🤖 AI Summary
This work investigates the underlying mechanisms by which domain-specific fine-tuning reshapes the parameter space of large language models (LLMs). Addressing the lack of clarity in existing studies regarding how fine-tuning operates, we propose the “tuning vector” framework—conceptualizing fine-tuning as a directional shift in parameter space and quantifying layer-wise parameter changes via the task vector paradigm. Experiments reveal that fine-tuning sparsely activates *new* representational directions exclusively in MLP layers, while selectively reinforcing *pre-existing critical directions* in attention heads; the overall parameter manifold remains structurally intact, with adjustments confined to a small subspace of representations. Validation on medical-domain LLMs demonstrates substantial improvements in instruction-following and text generation quality. Moreover, cross-domain composition of tuning vectors enhances generalization. To our knowledge, this is the first study to characterize domain fine-tuning as a sparse, structured deformation of the parameter manifold—revealing its intrinsic directional and low-dimensional nature.
📝 Abstract
Large Language Models (LLMs) fine-tuned for specific domains exhibit strong performance; however, the underlying mechanisms by which this fine-tuning reshapes their parametric space are not well understood.

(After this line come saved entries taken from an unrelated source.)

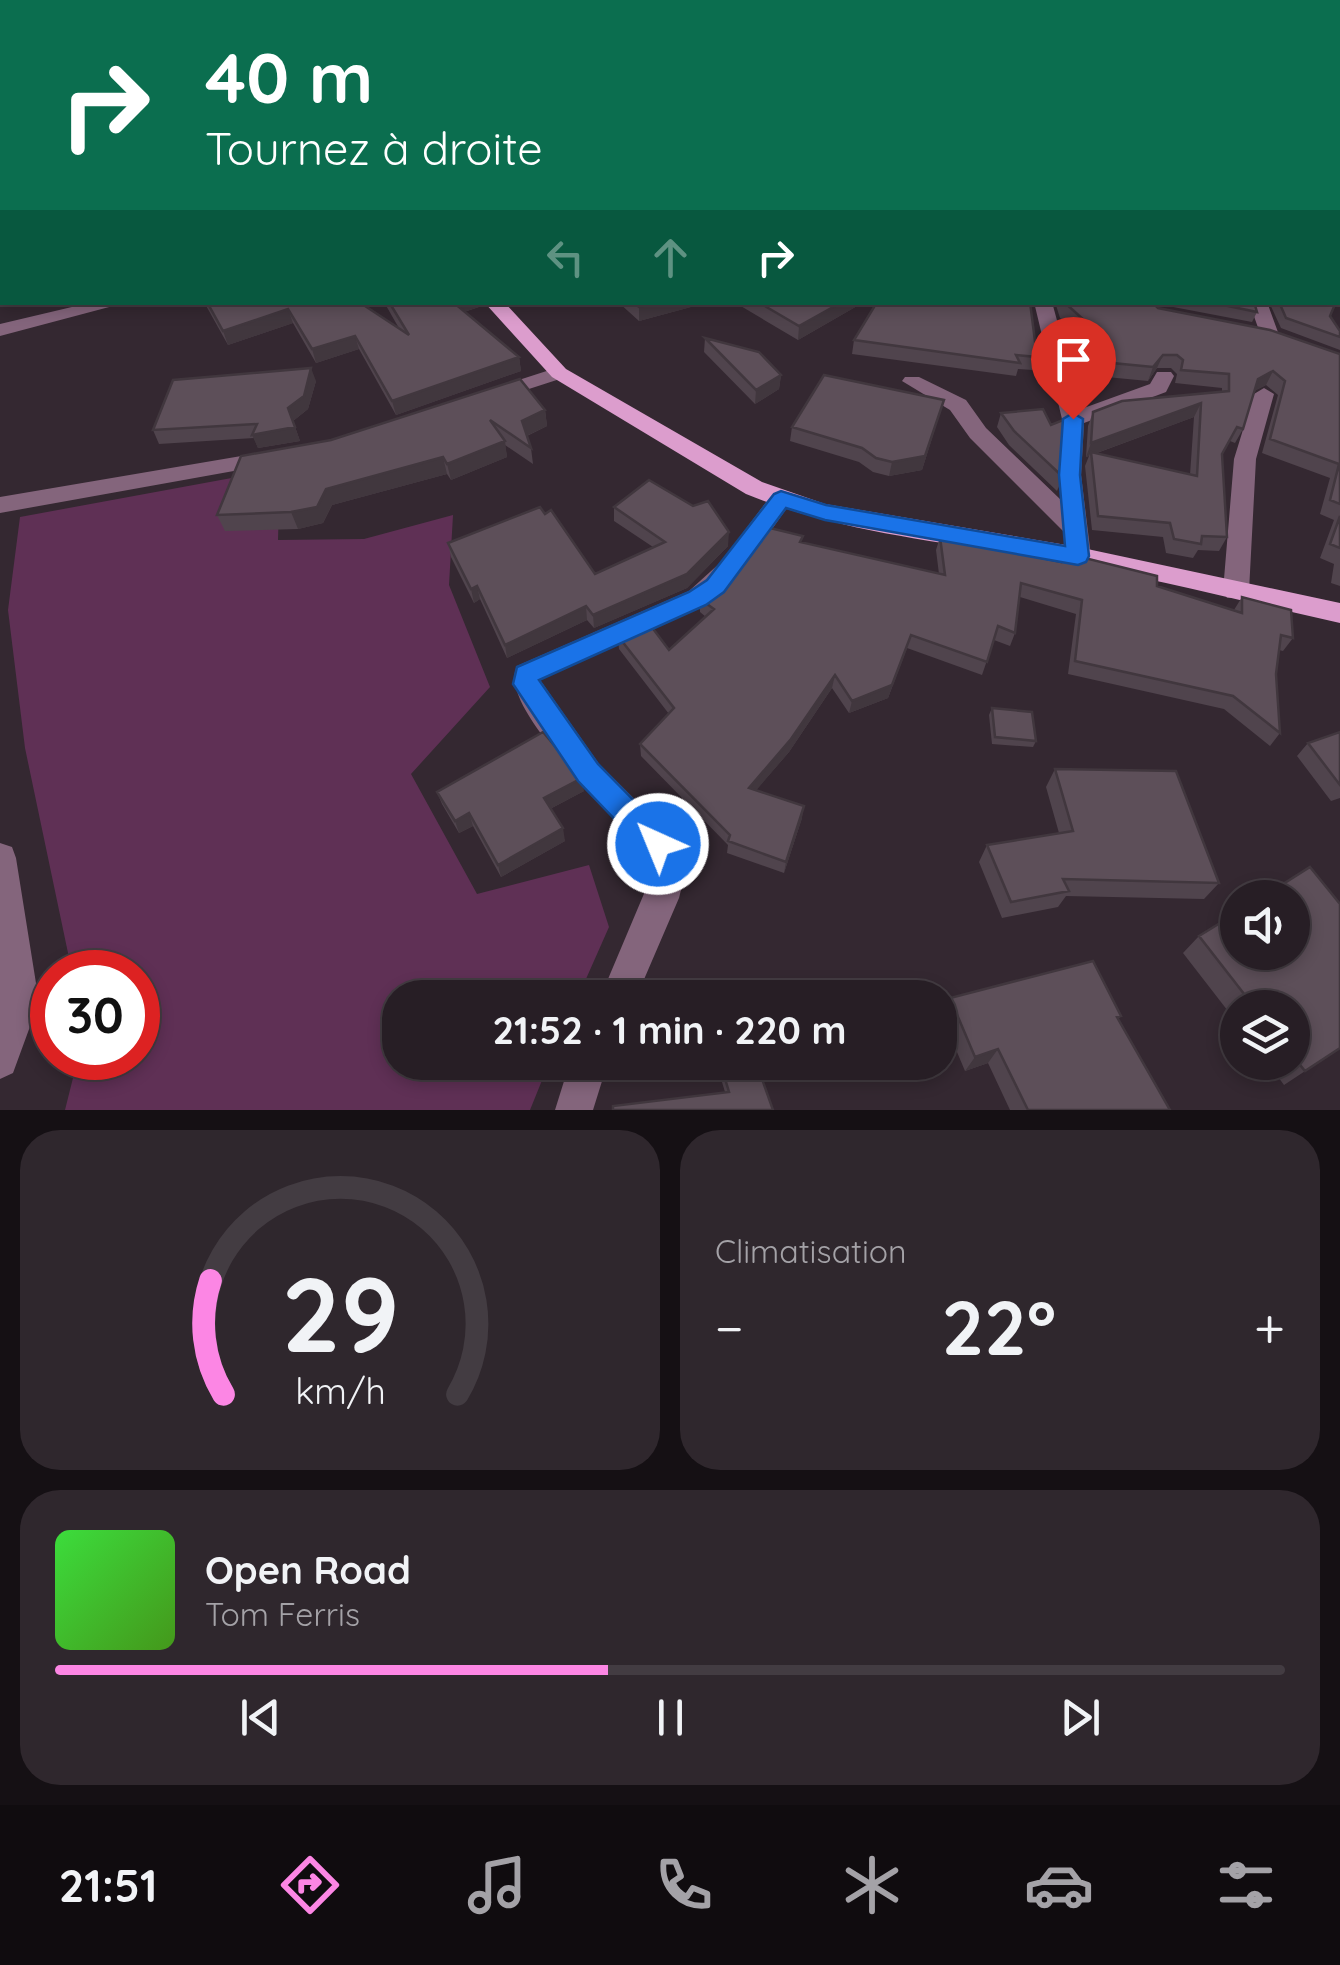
<!DOCTYPE html>
<html lang="fr">
<meta charset="utf-8">
<style>
:root{--surface:#271e25;--page:#2f272d;--text:#f1f3f6;--muted:#a4a2a7;--line:#433c42;--accent:#fc86e4}
body{margin:0;font-family:Quicksand,sans-serif;background:var(--page);color:var(--text);height:100vh;display:flex;flex-direction:column;font-size:38px;white-space:nowrap}
*{box-sizing:border-box;margin:0}
p{font-size:32px;color:var(--muted)}
.icon{flex:none;width:55px;height:55px;fill:none;stroke:currentColor;stroke-width:2;stroke-linecap:round;stroke-linejoin:round}
.map{position:relative;height:1110px;overflow:hidden}
.drawer{display:flex;flex-direction:column;gap:20px;padding:20px;background:#151014;flex:1}
.drawer>*{flex:none}
.top-card{position:absolute;left:0px;top:0px;width:1340px;height:305px;box-shadow:0 5px 15px #0003,0 0 0 2px var(--line);background:#0b6e4f;color:#fff;overflow:hidden}
.controls{position:absolute;left:1220px;top:880px;display:grid;gap:20px}
.controls a{display:grid;place-items:center;width:90px;height:90px;border-radius:50%;background:var(--surface);box-shadow:0 5px 15px #0003,0 0 0 2px var(--line);font-size:50px}
.speed{position:absolute;left:30px;top:950px;display:flex;gap:20px;font-size:50px;font-weight:700;text-align:center}
.speed>*{display:grid;place-content:center;width:130px;height:130px;border-radius:50%;background:var(--surface);box-shadow:0 5px 15px #0003,0 0 0 2px var(--line);line-height:1}
.speed .limit{border:15px solid #d22;background:#fff;color:#111}
.pin{position:absolute;display:grid;place-items:center;width:85px;height:85px;color:#fff;margin:-102px -42px;border-radius:50% 50% 50% 0;rotate:-45deg;box-shadow:0 0 10px #0007}
.pin .icon{rotate:45deg}
.me{position:absolute;width:110px;margin:-55px;rotate:316deg;stroke-linejoin:round;filter:drop-shadow(0 0 8px #0008)}
.turn{display:flex;align-items:center;gap:35px;height:210px;padding:0 40px;font-size:45px}
.turn .icon{width:130px;height:130px;stroke-width:2.5}
.turn b{display:block;font-size:70px;line-height:85px}
.lanes{display:flex;align-items:center;height:95px;padding:0 40px;background:#0003;justify-content:center;gap:50px;direction:ltr}
.lanes .off{opacity:.35}
.big{font-size:75px;font-weight:800;line-height:1.1}
.drawer .tile{flex:1;display:flex;flex-direction:column;justify-content:center;gap:15px;min-width:0;padding:0 35px;border-radius:40px;background:var(--page)}
.drawer .dial{align-items:center;gap:0}
.dial svg{height:260px;overflow:visible;fill:none;stroke:var(--line);stroke-width:7;stroke-linecap:round;text-anchor:middle}
.dial text{fill:var(--text);stroke:none}
.song{display:flex;align-items:center;gap:30px}
.cover{width:120px;height:120px;border-radius:15px;background:linear-gradient(135deg,hsl(120 70% 55%),hsl(100 70% 35%))}
.played{height:10px;border-radius:5px;background:linear-gradient(90deg,var(--accent) 45%,var(--line) 45%)}
.keys{display:flex;justify-content:space-around;direction:ltr}
.heat{display:flex;justify-content:space-between;align-items:center;font-size:55px;direction:ltr}
.drawer .tiles{flex:1;display:grid;gap:20px;grid-template-columns:1fr 1fr}
.tile:last-child{grid-column:span 2}
.trip{position:absolute;left:382px;top:980px;width:575px;height:100px;border-radius:40px;background:var(--surface);box-shadow:0 5px 15px #0003,0 0 0 2px var(--line);font-weight:800;line-height:100px;text-align:center}
.menu{display:flex;height:160px;justify-content:space-around;align-items:center;background:#100c0f;color:var(--muted)}
.menu .icon{width:70px;height:70px}
.menu .selected{color:var(--accent)}
.menu b{font-size:45px;color:var(--text)}
.map>svg:first-child{display:block}
.green{fill:#5f3055}
.lines{fill:none;stroke-linecap:round;stroke-linejoin:round}
.minor{fill:#84657c;fill-rule:evenodd}
.major{fill:#dc9dcd;fill-rule:evenodd}
.wall{fill:#50444d;fill-rule:evenodd}
.shaded-wall{fill:#41373e}
.building{fill:#5d4f59;stroke:#41373e;stroke-width:2.5}
.route{fill:#1a73e8;stroke:#114b97;stroke-width:2.5}
</style>
<div class="map">
<svg width="1340" height="1110" viewBox="0 0 1340 1110">
<rect width="100%" height="100%" fill="#342831"/>
<path class="green" d="M 609,0 L 1340,0 L 1340,61 L 1338,2 Z
M 280,469 L 278,540 L 364,539 L 453,515 L 449,585 L 490,687 L 411,774 L 477,894 L 589,865 L 609,927 L 578,997 L 400,998 L 400,1062 L 549,1063 L 530,1110 L 65,1110 L 78,1058 L 138,1058 L 138,972 L 72,972 L 25,748 L 8,610 L 20,517 Z"/>
<g class="lines">
<path class="minor" d="M 1283,0 L 1301,0 L 1303,2 L 1286,2 Z
M 1340,153 L 1340,166 L 1338,167 L 1338,154 Z
M 93,302 L 128,302 L 0,336 L 0,324 Z
M 1034,302 L 1052,302 L 1081,409 L 1150,384 L 1157,372 L 1171,372 L 1174,376 L 1166,392 L 1084,423 L 1081,475 L 1091,556 L 1087,562 L 1069,562 L 1063,531 L 970,438 L 950,410 L 902,381 L 905,377 L 919,377 L 966,400 L 986,428 L 1061,500 L 1062,419 Z
M 1249,302 L 1267,302 L 1279,335 L 1276,339 L 1262,339 Z
M 559,367 L 569,373 L 566,377 L 492,401 L 482,395 L 485,391 Z
M 1264,388 L 1274,394 L 1256,459 L 1249,591 L 1245,598 L 1227,598 L 1223,591 L 1234,459 L 1254,394 Z
M 271,451 L 282,458 L 279,463 L 0,513 L 0,497 Z
M 781,491 L 793,499 L 789,505 L 739,576 L 707,605 L 540,680 L 599,764 L 669,833 L 686,870 L 679,898 L 636,998 L 600,998 L 654,870 C 635,828 494,711 517,666 L 689,591 L 721,562 L 773,493 Z
M 0,843 L 12,847 L 16,858 L 39,1002 L 13,1073 L 0,1079 Z
M 570,1062 L 608,1062 L 593,1110 L 555,1110 Z"/>
<path class="major" d="M 484,302 L 504,302 L 566,369 L 762,482 L 825,504 L 1078,547 L 1340,603 L 1340,623 C 1246,602 1152,578 1057,561 C 954,543 843,534 746,494 L 552,377 Z"/>
</g>
<path class="wall" d="M 204,302 L 359,302 L 400,330 L 384,302 L 478,302 L 479,307 L 464,312 L 519,357 L 521,371 L 396,415 L 359,349 L 316,363 L 293,323 L 228,345 Z
M 618,302 L 702,302 L 702,304 L 639,321 Z
M 734,302 L 864,302 L 798,340 Z
M 1055,302 L 1152,302 L 1158,308 L 1340,354 L 1340,586 L 1331,583 L 1334,564 L 1320,558 L 1334,520 L 1320,514 L 1330,478 L 1262,453 L 1278,395 L 1266,385 L 1254,391 L 1243,429 L 1235,443 L 1230,441 L 1222,454 L 1227,537 L 1219,551 L 1198,550 L 1193,558 L 1166,553 L 1163,537 L 1092,530 L 1085,466 L 1089,456 L 1086,457 L 1088,426 L 1093,412 L 1222,391 L 1222,388 L 1175,383 L 1177,374 L 1171,368 L 1157,368 L 1148,381 L 1096,376 L 1080,334 L 1060,318 ZM 1194,417 L 1190,475 L 1097,453 Z
M 1169,302 L 1254,302 L 1257,312 L 1252,322 L 1168,306 Z
M 1269,302 L 1336,302 L 1330,316 L 1340,331 L 1340,350 L 1281,328 Z
M 705,338 L 781,375 L 779,389 L 755,404 L 704,352 Z
M 854,340 L 1037,357 L 1033,370 L 1018,369 L 1016,376 L 852,354 Z
M 316,381 L 308,409 L 293,421 L 300,441 L 258,448 L 254,438 L 159,444 L 153,430 Z
M 944,400 L 922,470 L 889,476 L 873,472 L 859,462 L 790,441 L 792,427 Z
M 545,410 L 547,426 L 527,436 L 531,448 L 533,464 L 505,445 L 507,457 L 451,480 L 447,474 L 332,505 L 323,523 L 298,529 L 225,531 L 217,515 L 241,456 Z
M 1001,413 L 1063,477 L 1057,491 L 1009,445 L 997,427 Z
M 614,507 L 728,546 L 687,588 L 594,628 L 587,620 L 507,658 L 480,599 L 474,603 L 451,557 L 448,543 L 545,514 L 595,574 L 653,547 L 614,521 Z
M 940,537 L 1057,562 L 1061,552 L 1157,586 L 1234,610 L 1242,597 L 1293,638 L 1283,651 L 1279,650 L 1276,674 L 1280,733 L 1270,746 L 1224,709 L 1068,674 L 1076,614 L 1020,597 L 1015,633 L 1010,646 L 994,640 L 982,675 L 907,648 L 888,698 L 849,713 L 832,688 L 789,752 L 756,790 L 802,818 L 784,873 L 727,853 L 728,845 L 641,756 L 640,744 L 669,714 L 619,649 L 618,636 L 669,650 L 706,617 L 700,612 L 700,599 L 802,542 L 939,574 L 936,550 Z
M 992,708 L 1036,741 L 1033,747 L 992,744 L 989,715 Z
M 1340,732 L 1340,798 L 1331,801 L 1297,756 L 1308,743 Z
M 1055,769 L 1219,883 L 1204,899 L 1066,896 L 1058,907 L 1002,918 L 979,862 L 987,845 L 1059,833 L 1046,787 Z
M 584,791 L 550,809 L 565,841 L 501,877 L 473,826 L 459,833 L 442,804 L 437,792 Z
M 1310,867 L 1340,904 L 1340,1048 L 1284,1085 L 1267,1062 L 1292,1062 L 1292,1008 L 1238,1008 L 1238,1024 L 1183,953 L 1199,936 L 1238,912 L 1238,952 L 1292,952 L 1292,898 L 1261,898 Z
M 950,998 L 1121,1016 L 1118,1019 L 1170,1110 L 1010,1110 L 988,1063 L 965,1071 L 941,1014 Z
M 716,1062 L 756,1062 L 773,1110 L 725,1092 Z"/>
<path class="shaded-wall" d="M 0,231 L 2,231 L 2,245 L 0,245 Z
M 452,302 L 478,302 L 479,307 L 454,315 Z
M 658,302 L 702,302 L 702,304 L 639,321 L 639,307 Z
M 842,302 L 864,302 L 798,340 L 799,326 Z
M 288,309 L 293,323 L 228,345 L 223,331 Z
M 355,336 L 359,349 L 316,363 L 312,349 Z
M 1163,355 L 1157,368 L 1148,381 L 1153,367 Z
M 519,357 L 521,371 L 396,415 L 392,401 Z
M 311,368 L 316,381 L 308,409 L 293,421 L 288,408 Z
M 1273,371 L 1266,385 L 1250,393 L 1258,379 Z
M 781,375 L 779,389 L 755,404 L 756,390 Z
M 944,400 L 922,470 L 889,476 L 892,462 Z
M 1201,403 L 1194,417 L 1091,455 L 1091,452 L 1089,456 L 1086,457 L 1091,443 Z
M 545,410 L 547,426 L 524,437 L 522,421 Z
M 295,427 L 300,441 L 258,448 L 252,435 Z
M 505,441 L 507,457 L 451,480 L 447,464 Z
M 443,457 L 447,474 L 332,505 L 323,523 L 298,529 L 291,512 L 326,489 Z
M 729,532 L 728,546 L 687,588 L 594,628 L 593,615 Z
M 477,586 L 480,599 L 474,603 L 471,589 Z
M 586,606 L 587,620 L 507,658 L 505,645 Z
M 911,635 L 888,698 L 849,713 L 852,701 Z
M 835,675 L 832,688 L 789,752 L 748,800 L 749,788 Z
M 582,778 L 584,791 L 546,811 L 544,798 Z
M 804,806 L 802,818 L 784,873 L 786,862 Z
M 469,813 L 473,826 L 459,833 L 455,821 Z
M 563,828 L 565,841 L 501,877 L 498,865 Z
M 998,1049 L 988,1063 L 965,1071 L 975,1057 Z"/>
<path class="building" d="M 0,0 L 200,0 L 192,2 L 2,2 L 2,231 L 0,231 Z
M 210,0 L 330,0 L 335,2 L 343,0 L 542,0 L 546,2 L 216,2 Z
M 1340,84 L 1340,111 L 1338,112 L 1338,86 Z
M 1338,259 L 1340,260 L 1340,293 L 1338,299 Z
M 207,302 L 359,302 L 409,335 L 389,302 L 453,302 L 519,357 L 392,401 L 355,336 L 312,349 L 288,309 L 223,331 Z
M 633,302 L 658,302 L 639,307 Z
M 758,302 L 842,302 L 799,326 Z
M 877,302 L 1030,302 L 1037,357 L 1016,355 L 1020,363 L 854,340 Z
M 1064,302 L 1152,302 L 1158,308 L 1270,330 L 1340,354 L 1340,504 L 1330,500 L 1339,464 L 1270,439 L 1285,381 L 1273,371 L 1258,379 L 1243,429 L 1237,427 L 1222,454 L 1227,537 L 1202,536 L 1201,544 L 1174,539 L 1170,523 L 1098,516 L 1091,452 L 1197,476 L 1201,403 L 1091,443 L 1093,412 L 1122,401 L 1229,391 L 1229,374 L 1181,370 L 1183,360 L 1177,355 L 1163,355 L 1153,367 L 1102,362 L 1085,321 Z
M 1209,302 L 1254,302 L 1257,312 Z
M 1279,302 L 1336,302 L 1330,316 L 1340,331 L 1340,337 L 1286,318 Z
M 705,338 L 759,352 L 781,375 L 756,390 Z
M 311,368 L 304,396 L 288,408 L 295,427 L 252,435 L 257,424 L 153,430 L 173,380 Z
M 824,375 L 944,400 L 925,456 L 892,462 L 876,458 L 862,448 L 792,427 Z
M 520,379 L 545,410 L 522,421 L 531,448 L 490,420 L 505,441 L 447,464 L 443,457 L 326,489 L 317,507 L 291,512 L 217,515 L 241,456 L 331,440 Z
M 1043,409 L 1051,425 L 1063,420 L 1063,477 L 1014,431 L 1001,413 Z
M 649,480 L 693,506 L 708,501 L 729,532 L 687,574 L 593,615 L 586,606 L 505,645 L 477,586 L 471,589 L 448,543 L 540,507 L 545,514 L 551,510 L 595,574 L 665,542 L 614,507 Z
M 1340,516 L 1340,548 L 1330,544 Z
M 770,528 L 803,536 L 800,542 L 945,575 L 940,537 L 1061,562 L 1061,552 L 1157,576 L 1157,586 L 1242,613 L 1242,597 L 1291,610 L 1293,638 L 1281,635 L 1276,674 L 1280,733 L 1233,696 L 1075,661 L 1082,600 L 1021,583 L 1015,633 L 998,626 L 987,662 L 911,635 L 892,685 L 852,701 L 835,675 L 791,739 L 749,788 L 804,806 L 786,862 L 728,841 L 730,835 L 640,744 L 674,708 L 618,636 L 648,622 L 669,650 L 714,609 L 700,599 L 743,565 Z
M 992,708 L 1032,712 L 1036,741 L 995,737 Z
M 543,732 L 582,778 L 544,798 L 563,828 L 498,865 L 469,813 L 455,821 L 437,792 Z
M 1340,732 L 1340,785 L 1308,743 Z
M 1055,769 L 1176,771 L 1219,883 L 1063,879 L 1069,891 L 1011,902 L 987,845 L 1073,831 Z
M 1310,867 L 1340,904 L 1340,1048 L 1305,1071 L 1292,1055 L 1292,1008 L 1255,1008 L 1199,936 L 1238,912 L 1238,952 L 1292,952 L 1292,898 L 1261,898 Z
M 1093,961 L 1121,1016 L 1117,1017 L 1170,1110 L 1028,1110 L 998,1049 L 975,1057 L 950,998 Z
M 720,1062 L 756,1062 L 773,1110 L 613,1110 L 613,1106 L 729,1092 Z"/>
<path class="route" d="M 1073,413 L 1083,419 L 1080,475 L 1089,556 L 1086,562 L 1078,565 L 825,520 L 786,508 L 724,592 L 706,605 L 539,680 L 598,764 L 668,835 L 673,844 L 668,854 L 658,858 L 648,854 L 578,781 L 513,684 L 517,667 L 689,592 L 707,580 L 774,494 L 781,491 L 826,505 L 1065,546 L 1059,475 L 1063,419 Z"/>
</svg>
<div class="controls">
<a><svg class="icon" aria-label="sound" viewBox="0 0 24 24"><path d="M4 9h4l5-4v14l-5-4H4zM17 9q2 3 0 6"/></svg></a>
<a><svg class="icon" aria-label="layers" viewBox="0 0 24 24"><path d="M12 4l9 5-9 5-9-5zM3 14l9 5 9-5"/></svg></a>
</div>
<div class="speed"><div class="limit">30</div></div>
<div class="pin" style="left:1073px;top:419px;background:#d93025"><svg class="icon" aria-label="arrive" viewBox="0 0 24 24"><path d="M6 21V4h12l-3 4 3 4H6"/></svg></div>
<svg class="me" style="left:658px;top:844px" viewBox="-20 -20 40 40"><circle r="17" fill="#1a73e8" stroke="#fff" stroke-width="3"/><path d="M0-11L8 9 0 5-8 9z" fill="#fff"/></svg>
<div class="trip">21:52 · 1 min · 220 m</div>
<div class="top-card">
<div class="turn"><svg class="icon" aria-label="right" viewBox="0 0 24 24"><path d="M7 20v-9h11M14 6l5 5-5 5"/></svg><div><b>40 m</b>Tournez à droite</div></div>
<div class="lanes"><svg class="icon off" aria-label="left" viewBox="0 0 24 24"><path d="M17 20v-9H6M10 6l-5 5 5 5"/></svg><svg class="icon off" aria-label="ahead" viewBox="0 0 24 24"><path d="M12 20V5M6 11l6-6 6 6"/></svg><svg class="icon" aria-label="right" viewBox="0 0 24 24"><path d="M7 20v-9h11M14 6l5 5-5 5"/></svg></div>
</div>
</div>
<section class="drawer">
<div class="tiles">
<div class="tile dial"><svg viewBox="0 0 100 80">
<path d="M14 69A42 42 0 1 1 86 69"/>
<path d="M14 69A42 42 0 0 1 10 34" stroke="#fc86e4"/>
<text x="50" y="56" font-size="32" font-weight="700">29</text>
<text x="50" y="72" font-size="11">km/h</text>
</svg></div>
<div class="tile"><p>Climatisation</p>
<div class="heat"><a>−</a><b class="big">22°</b><a>+</a></div>
</div>
<div class="tile">
<div class="song"><i class="cover"></i><div><b>Open Road</b><p>Tom Ferris</p></div></div>
<div class="played"></div>
<div class="keys"><svg class="icon" aria-label="previous" viewBox="0 0 24 24"><path d="M18 5L8 12l10 7zM5 5v14"/></svg><svg class="icon" aria-label="pause" viewBox="0 0 24 24"><path d="M8 5v14M16 5v14"/></svg><svg class="icon" aria-label="next" viewBox="0 0 24 24"><path d="M6 5l10 7-10 7zM19 5v14"/></svg></div>
</div>
</div>
</section>
<nav class="menu">
<b>21:51</b>
<svg class="icon selected" aria-label="directions" viewBox="0 0 24 24"><path d="M12 3l9 9-9 9-9-9zM9 14v-3h6M13 9l2 2-2 2"/></svg>
<svg class="icon" aria-label="music" viewBox="0 0 24 24"><path d="M9 18V5l10-2v13"/><circle cx="6" cy="18" r="3"/><circle cx="16" cy="16" r="3"/></svg>
<svg class="icon" aria-label="phone" viewBox="0 0 24 24"><path d="M5 4h4l2 5-3 2q2 4 5 5l2-3 5 2v4C11 20 4 13 5 4z"/></svg>
<svg class="icon" aria-label="climate" viewBox="0 0 24 24"><path d="M12 3v18M4 7l16 10M4 17L20 7"/></svg>
<svg class="icon" aria-label="car" viewBox="0 0 24 24"><path d="M5 17H2v-5l4-1 3-4h7l3 4 3 1v5h-3M9 17h6M6 11h13"/><circle cx="7" cy="17" r="2"/><circle cx="17" cy="17" r="2"/></svg>
<svg class="icon" aria-label="filters" viewBox="0 0 24 24"><path d="M4 7h16M4 17h16"/><circle cx="9" cy="7" r="2"/><circle cx="15" cy="17" r="2"/></svg>
</nav>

Prior works primarily focus on auto-regressive or general-purpose instruct models, leaving domain-specialised LLMs under-explored. We present the first systematic study of domain-specific fine-tuning in large medical language models. Our analysis reveals that fine-tuning modifies only a small subset of the representational subspace, essentially preserving the pre-trained model's representation. To interpret these changes in subspaces, we propose tuning vectors, a novel framework inspired by task vectors, which explicitly capture the directional parameter shifts induced by fine-tuning. We demonstrate that these vectors are critical for enhancing both instruction-following and generation quality. Furthermore, combining tuning vectors across different domains yields improved generalisation. Upon closer inspection of directional alignment, we find these vectors primarily write new directional information into the MLP layers of the model, while amplifying existing directions in attention heads. Our findings offer new insights into LLM adaptation and provide a general, interpretable framework for analysing specialisation in large language models.